Community Comment: Part 16

The comments I provided in reaction to a community discussion thread:
https://www.linkedin.com/feed/update/urn:li:activity:6883455289505521664?commentUrn=urn%3Ali%3Acomment%3A%28activity%3A6883455289505521664%2C6883466108553244672%29&replyUrn=urn%3Ali%3Acomment%3A%28activity%3A6883455289505521664%2C6883474864909377536%29

Founder of Taproot Foundation and Imperative: Need your advice, please. I buy and get a lot of books as gifts – which I love. My new home office and frankly our house is starting to be overflowing with them. I did a purge last year but there are still piles of books. I hate clutter – it makes me anxious. But I also don’t love digital books. How do you manage your books? Any tricks?

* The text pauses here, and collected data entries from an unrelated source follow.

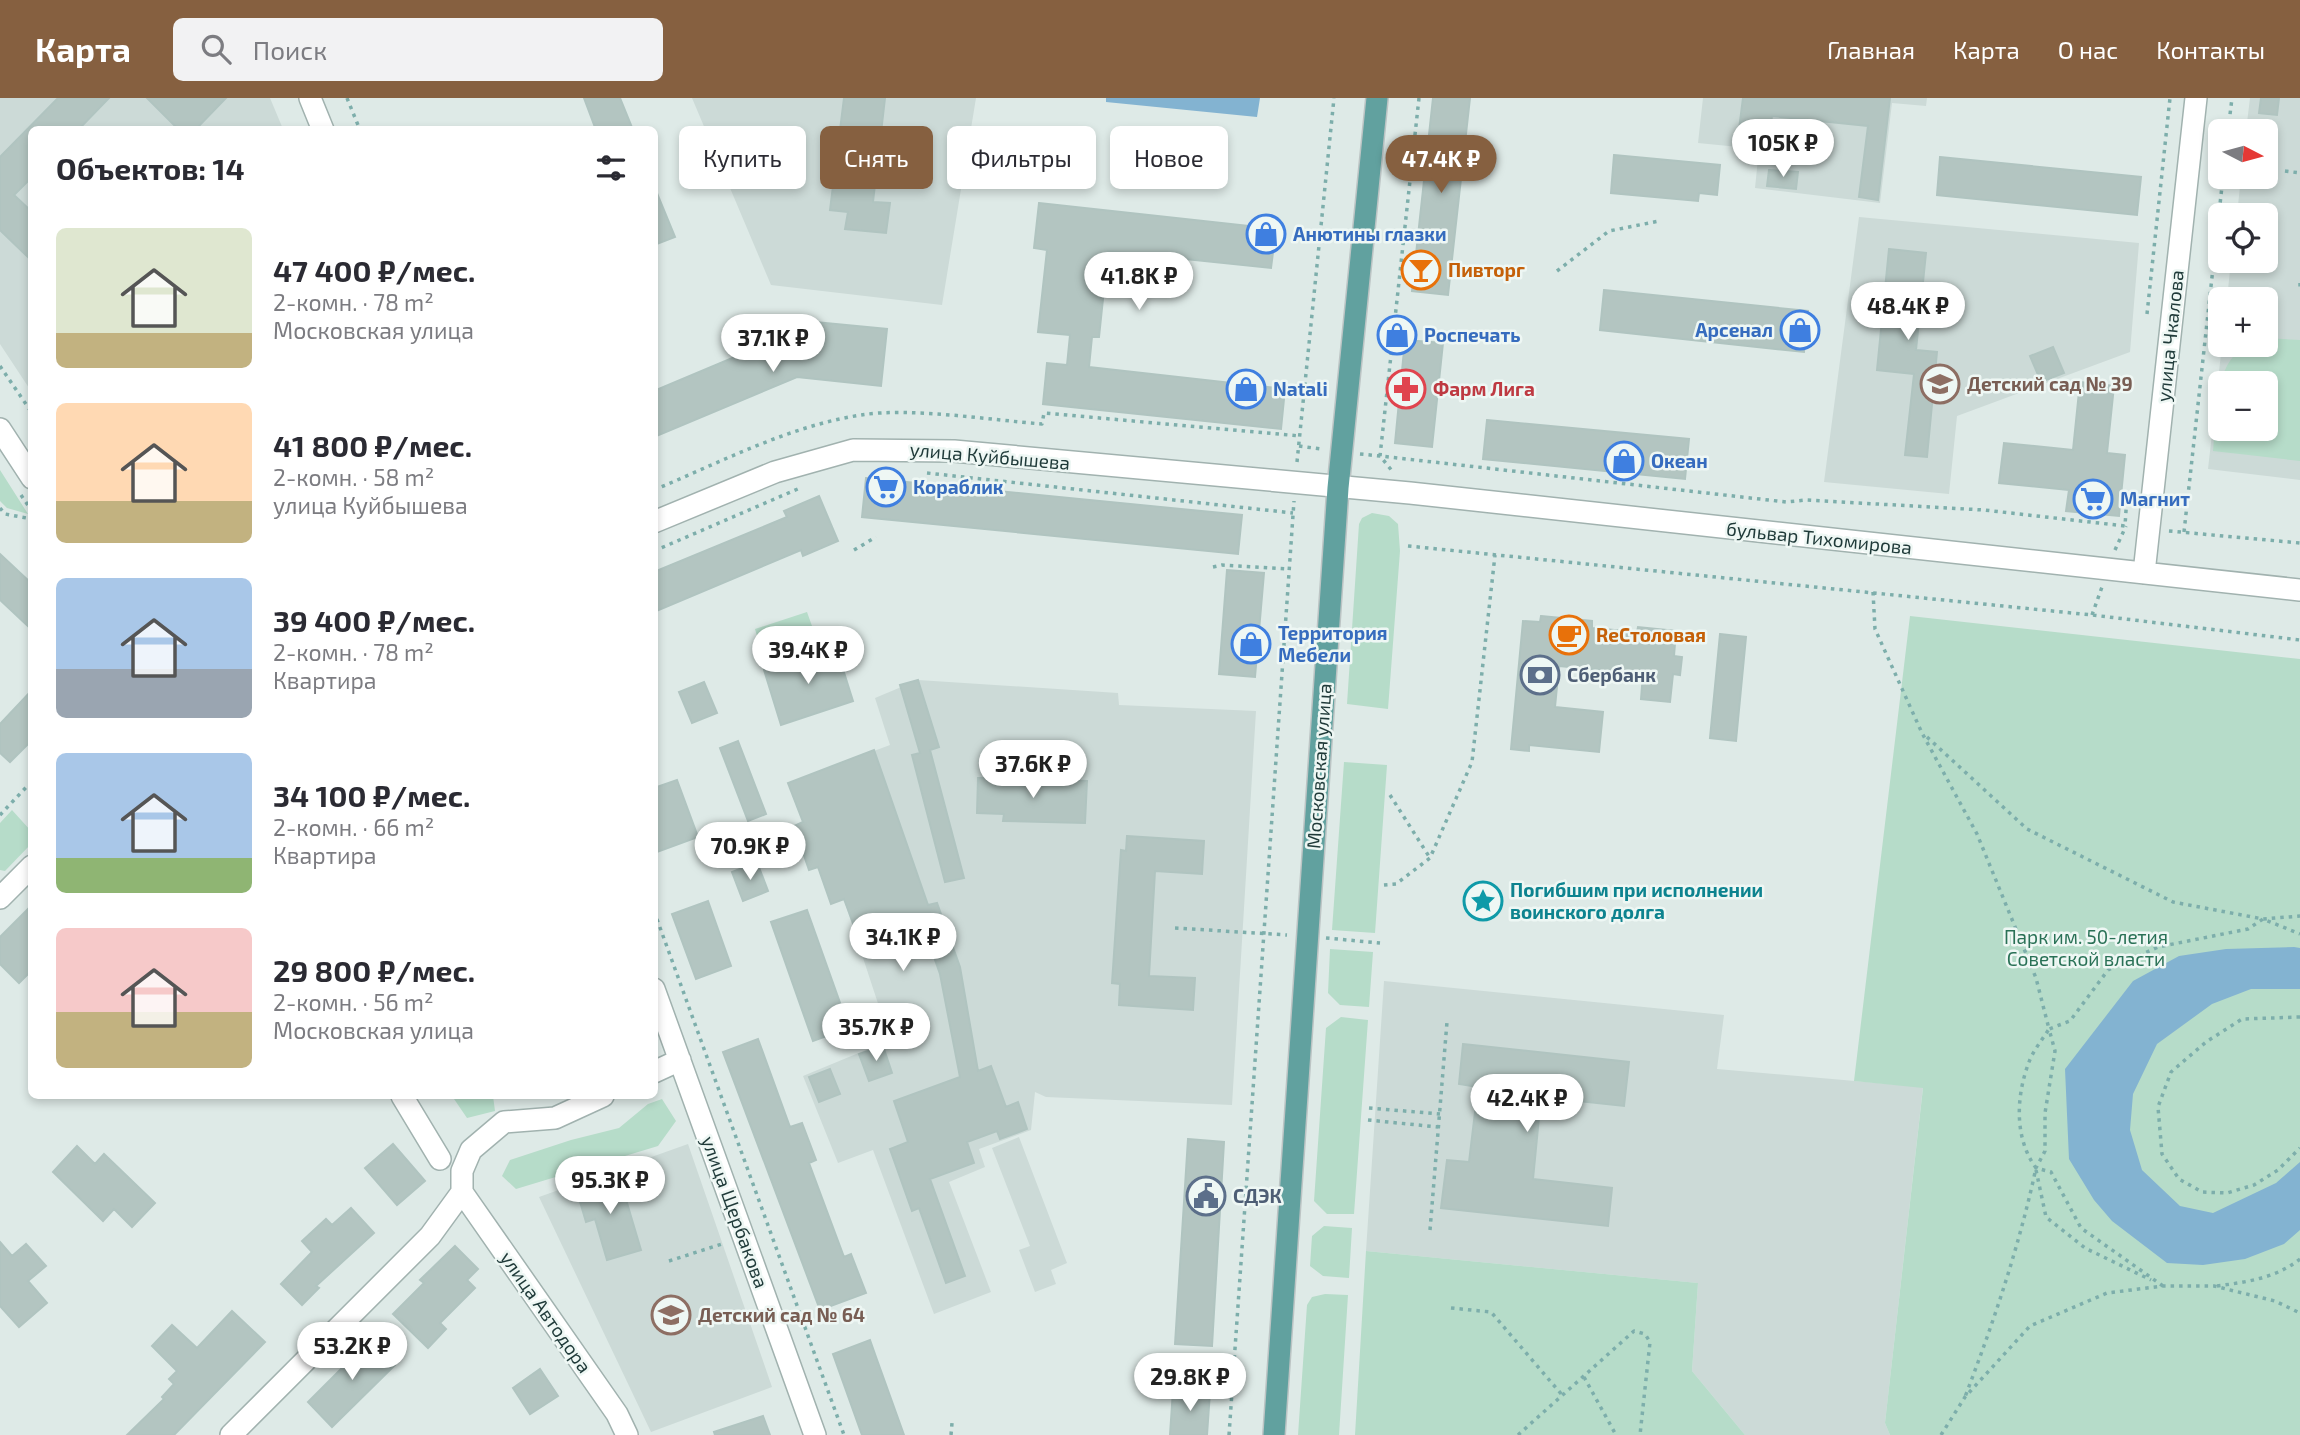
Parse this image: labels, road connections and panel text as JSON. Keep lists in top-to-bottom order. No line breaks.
{"streets":{"main road":["Московская улица"],"street":["улица Чкалова","улица Куйбышева","бульвар Тихомирова","улица Щербакова","улица Автодора"]},"crossings":[["улица Чкалова","бульвар Тихомирова"],["улица Куйбышева","бульвар Тихомирова"],["улица Куйбышева","Московская улица"],["бульвар Тихомирова","Московская улица"]],"parks":["Парк им. 50-летия Советской власти"],"places":{"shop":["Анютины глазки","Арсенал","Роспечать","Natali","Океан","Территория Мебели"],"bar":["Пивторг"],"school or university":["Детский сад № 39","Детский сад № 64"],"pharmacy":["Фарм Лига"],"supermarket":["Кораблик","Магнит"],"cafe":["ReСтоловая"],"bank":["Сбербанк"],"place":["Погибшим при исполнении воинского долга"],"public building":["СДЭК"]},"north":"right","page":{"header":"Карта","search":"Поиск","nav":["Главная","Карта","О нас","Контакты"],"map_buttons":["+","−"],"price":["105K ₽","47.4K ₽","41.8K ₽","48.4K ₽","37.1K ₽","39.4K ₽","37.6K ₽","70.9K ₽","34.1K ₽","35.7K ₽","42.4K ₽","95.3K ₽","53.2K ₽","29.8K ₽"],"chip":["Купить","Снять","Фильтры","Новое"],"heading":"Объектов: 14","list":[{"name":"47 400 ₽/мес.","note":"2-комн. · 78 m² · Московская улица"},{"name":"41 800 ₽/мес.","note":"2-комн. · 58 m² · улица Куйбышева"},{"name":"39 400 ₽/мес.","note":"2-комн. · 78 m² · Квартира"},{"name":"34 100 ₽/мес.","note":"2-комн. · 66 m² · Квартира"},{"name":"29 800 ₽/мес.","note":"2-комн. · 56 m² · Московская улица"}]}}
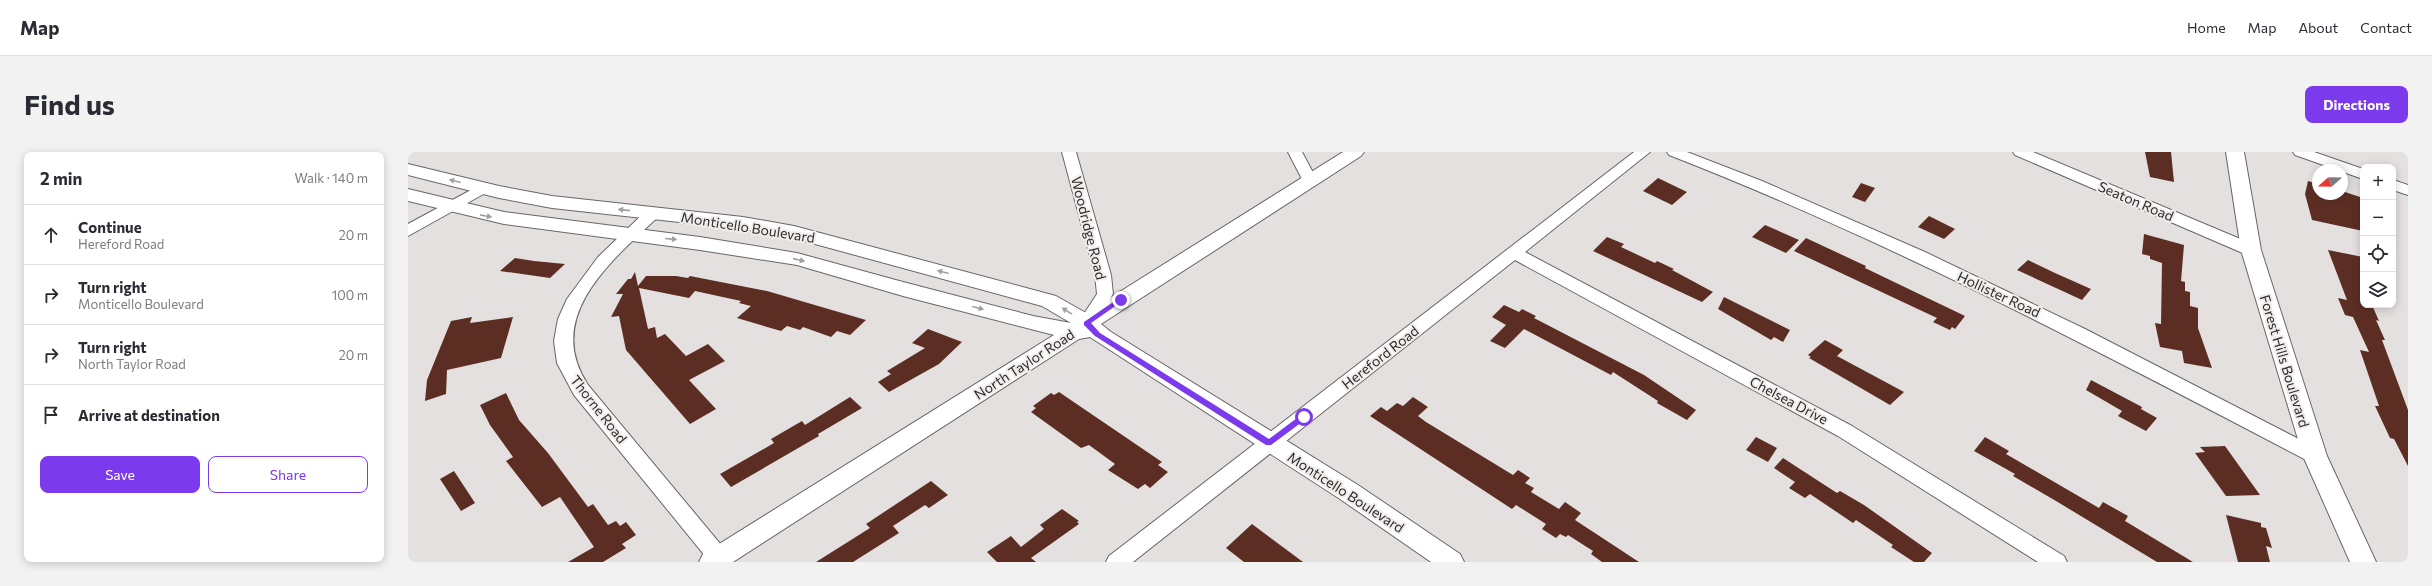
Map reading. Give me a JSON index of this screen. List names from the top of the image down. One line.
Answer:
{"streets":{"main road":["Monticello Boulevard","Forest Hills Boulevard","North Taylor Road"],"street":["Seaton Road","Woodridge Road","Hollister Road","Hereford Road","Chelsea Drive","Thorne Road"]},"crossings":[["Seaton Road","Forest Hills Boulevard"],["Monticello Boulevard","Woodridge Road"],["Monticello Boulevard","Hereford Road"],["Monticello Boulevard","North Taylor Road"],["Monticello Boulevard","Thorne Road"],["Woodridge Road","North Taylor Road"],["Hollister Road","Forest Hills Boulevard"],["Hereford Road","Chelsea Drive"],["North Taylor Road","Thorne Road"]],"north":"left","page":{"header":"Map","nav":["Home","Map","About","Contact"],"buttons":["Directions",["Save","Share"]],"title":"Find us","heading":["2 min","Walk · 140 m"],"map_buttons":["+","−"],"list":[["Continue","Hereford Road","20 m"],["Turn right","Monticello Boulevard","100 m"],["Turn right","North Taylor Road","20 m"],"Arrive at destination"]}}
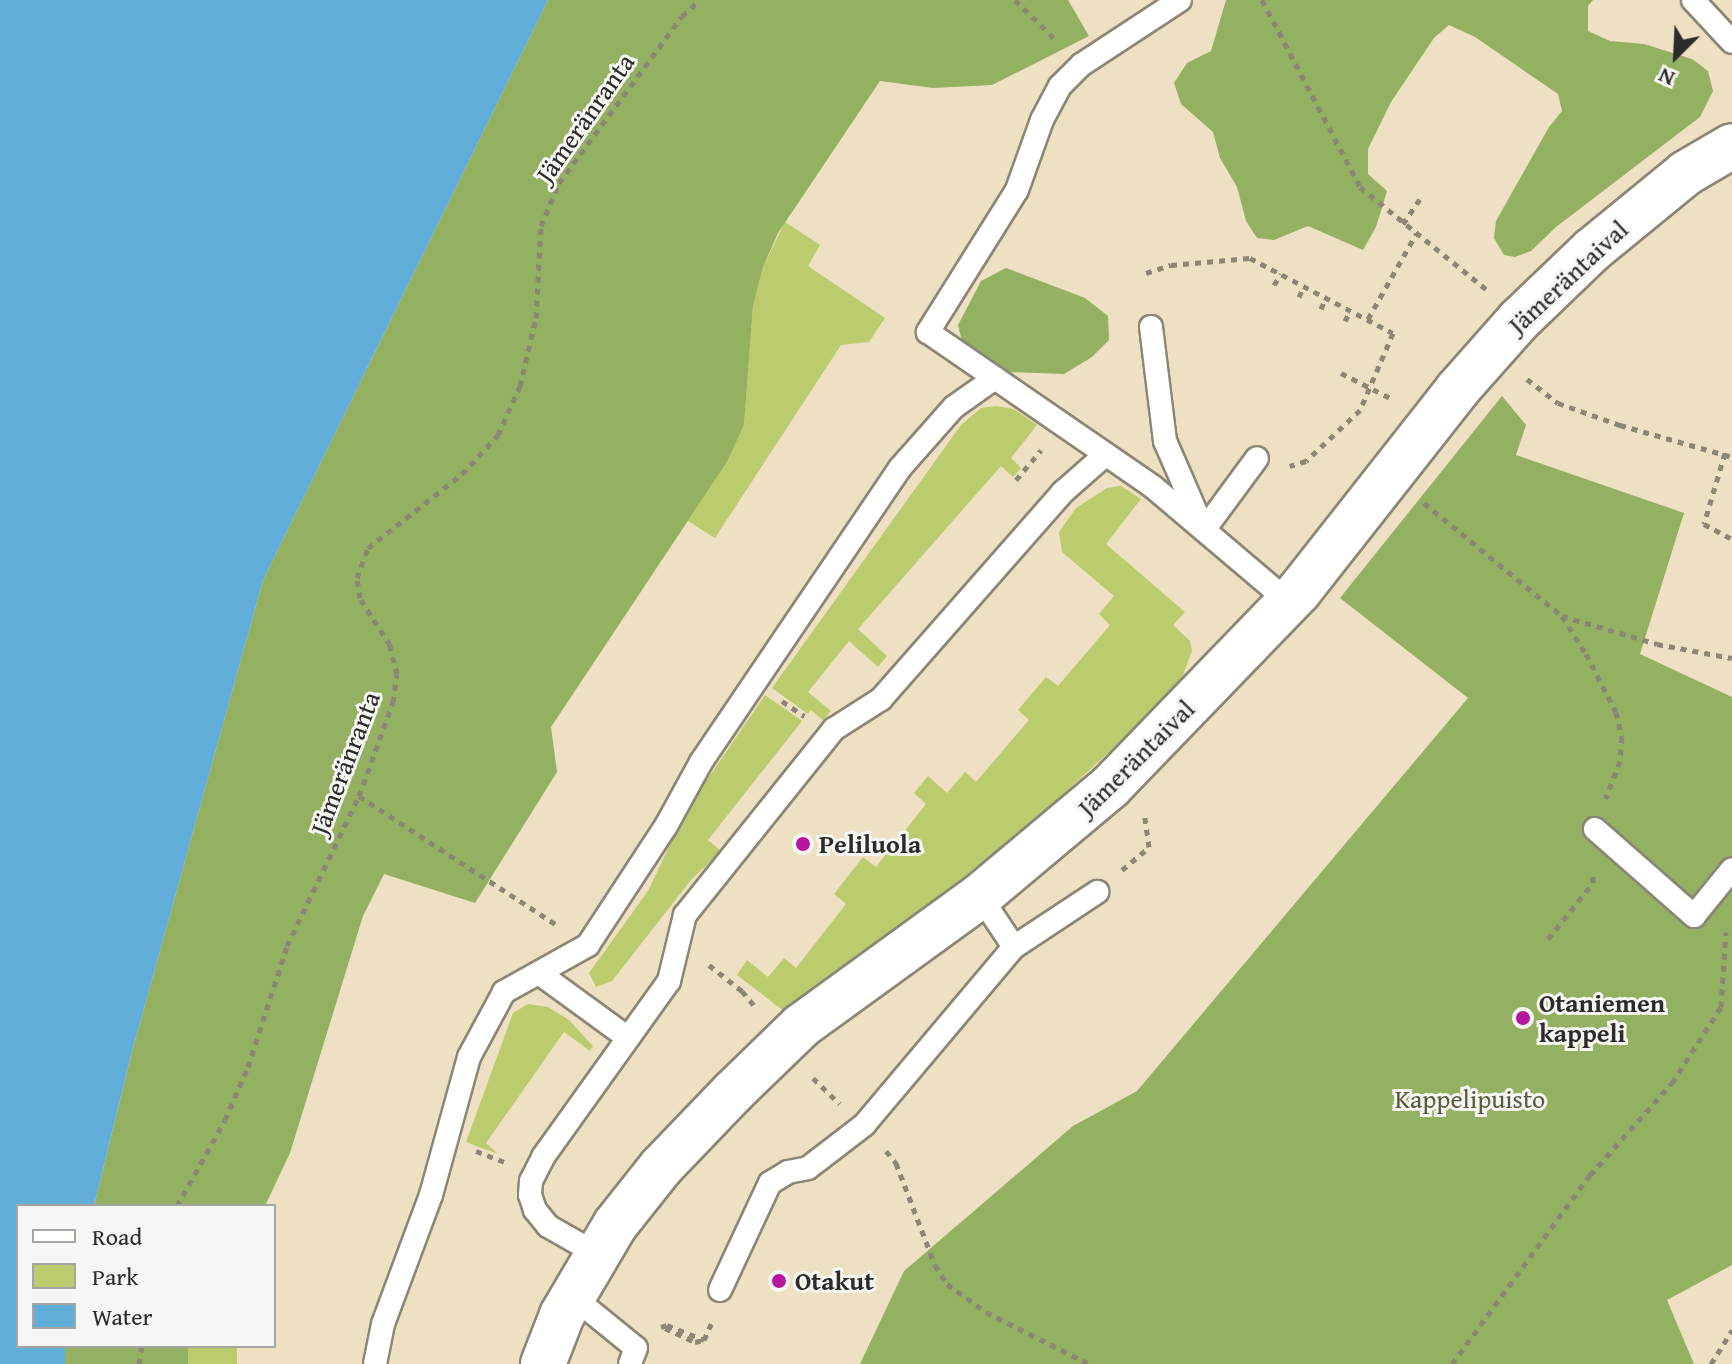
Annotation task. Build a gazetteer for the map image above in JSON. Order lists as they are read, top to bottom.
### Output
{
  "streets": {
    "street": ["Jämeräntaival"],
    "path": ["Jämeränranta"]
  },
  "parks": ["Kappelipuisto"],
  "places": ["Peliluola", "Otaniemen kappeli", "Otakut"],
  "legend": ["Road", "Park", "Water"],
  "north": "bottom left"
}
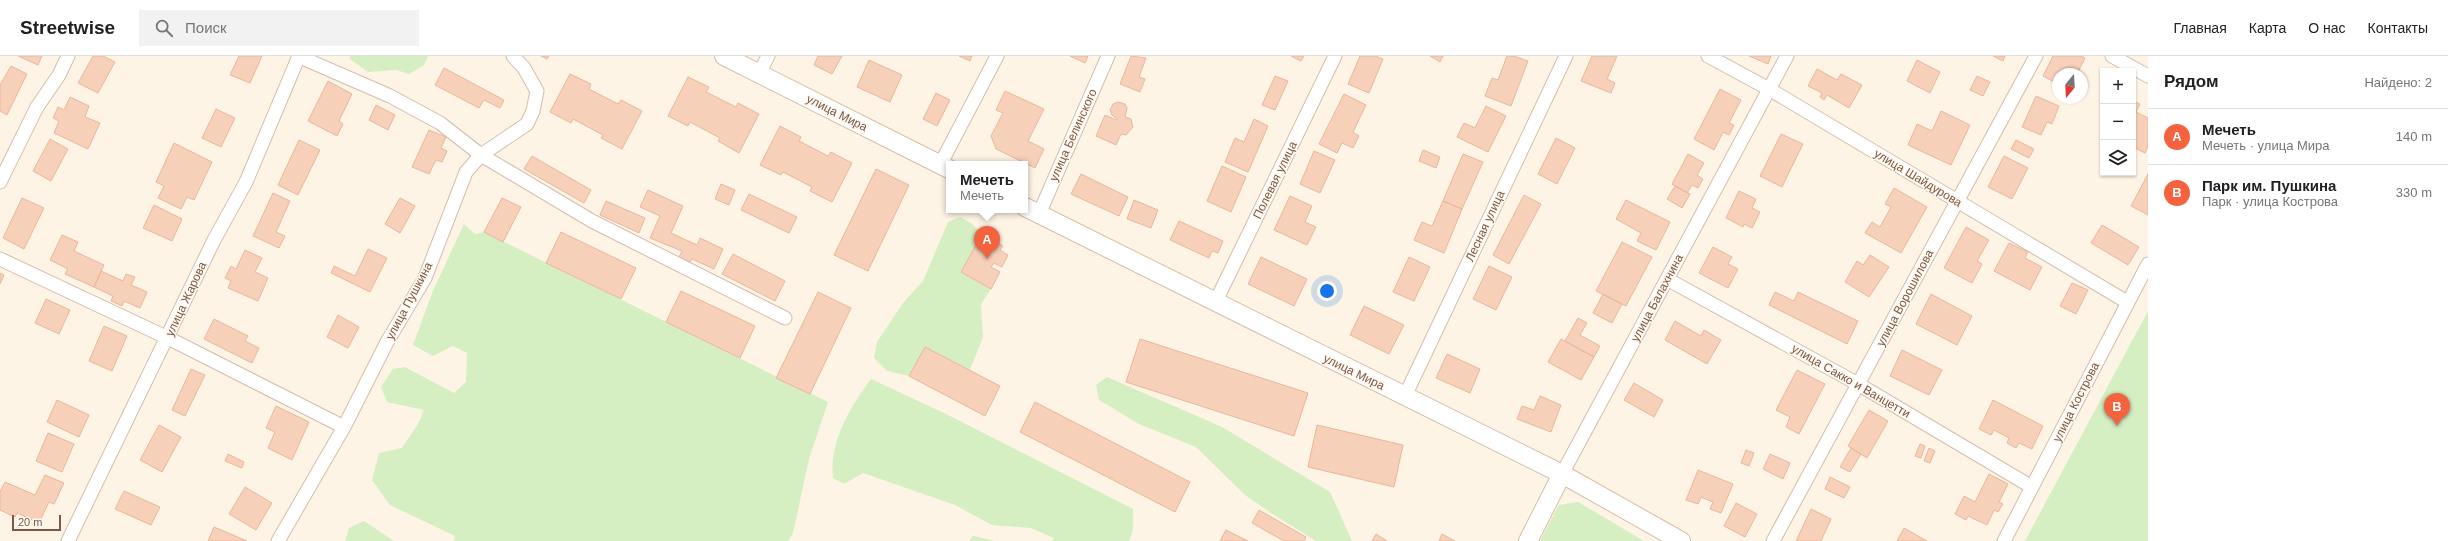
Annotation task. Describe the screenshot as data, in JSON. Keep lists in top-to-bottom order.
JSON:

Global Top 100 Influencer in Strategy and Analytics, and Talent & HR Strategy Transformation Leader at IBM:

I hear you!! We’re book rats, and I’ll give you a kidney but not my books. So, living in a New York City apartment compounds my problems. We have bookcases in every room to help..but it’s an ongoing battle.

Regardless of source (gifts, etc.), I try and purge everything that doesn’t fit in the following categories. I also do read a lot online with the Scribd app which helps me manage immediate access to something I want to read without clutter.

I classify my books as:

1. KEEP – because they are sentimental in value, some really old…books I owned as a child, others rare and valuable, some obscure. Too many of my books, alas, fall into this flexible, elastic category.

2. REREAD – books I read often and dip into, just for fun…books and characters I love like people.

3. ASPIRE – books I want to read ..these are stored on my bedside table. So by default; I cannot have more than 10-12 of these at a time. I have 10 right now.

4. REFER – needed reference purposes. This is the most useless category in my opinion as all of these references can be accessed online, and these books are read rarely. Other family members are attached to some of these books; so they stay.

Founder of Taproot Foundation and Imperative: Great categories! Very practical!

Gfesser: You've come up with some nice classifiers, essentially the same as mine! Two additional ideas to consider. (1) My books in the "keep" category are in storage. Since these aren't books I plan to re-read or reference, I get these out of the way. (2) My books in the "aspire" category (which I call the "currently reading" category) are broken down into four subcategories, using baseball nomenclature (and a little German) for my blog readers: "At Bat (Schnell)", "At Bat (Langsam)", "On Deck", and "In the Hole." As I mention in the quarterly reading list updates on my blog, I update these lists throughout each three month time period in an agile way, providing a bit of accountability while at the same time demonstrating that priorities often change.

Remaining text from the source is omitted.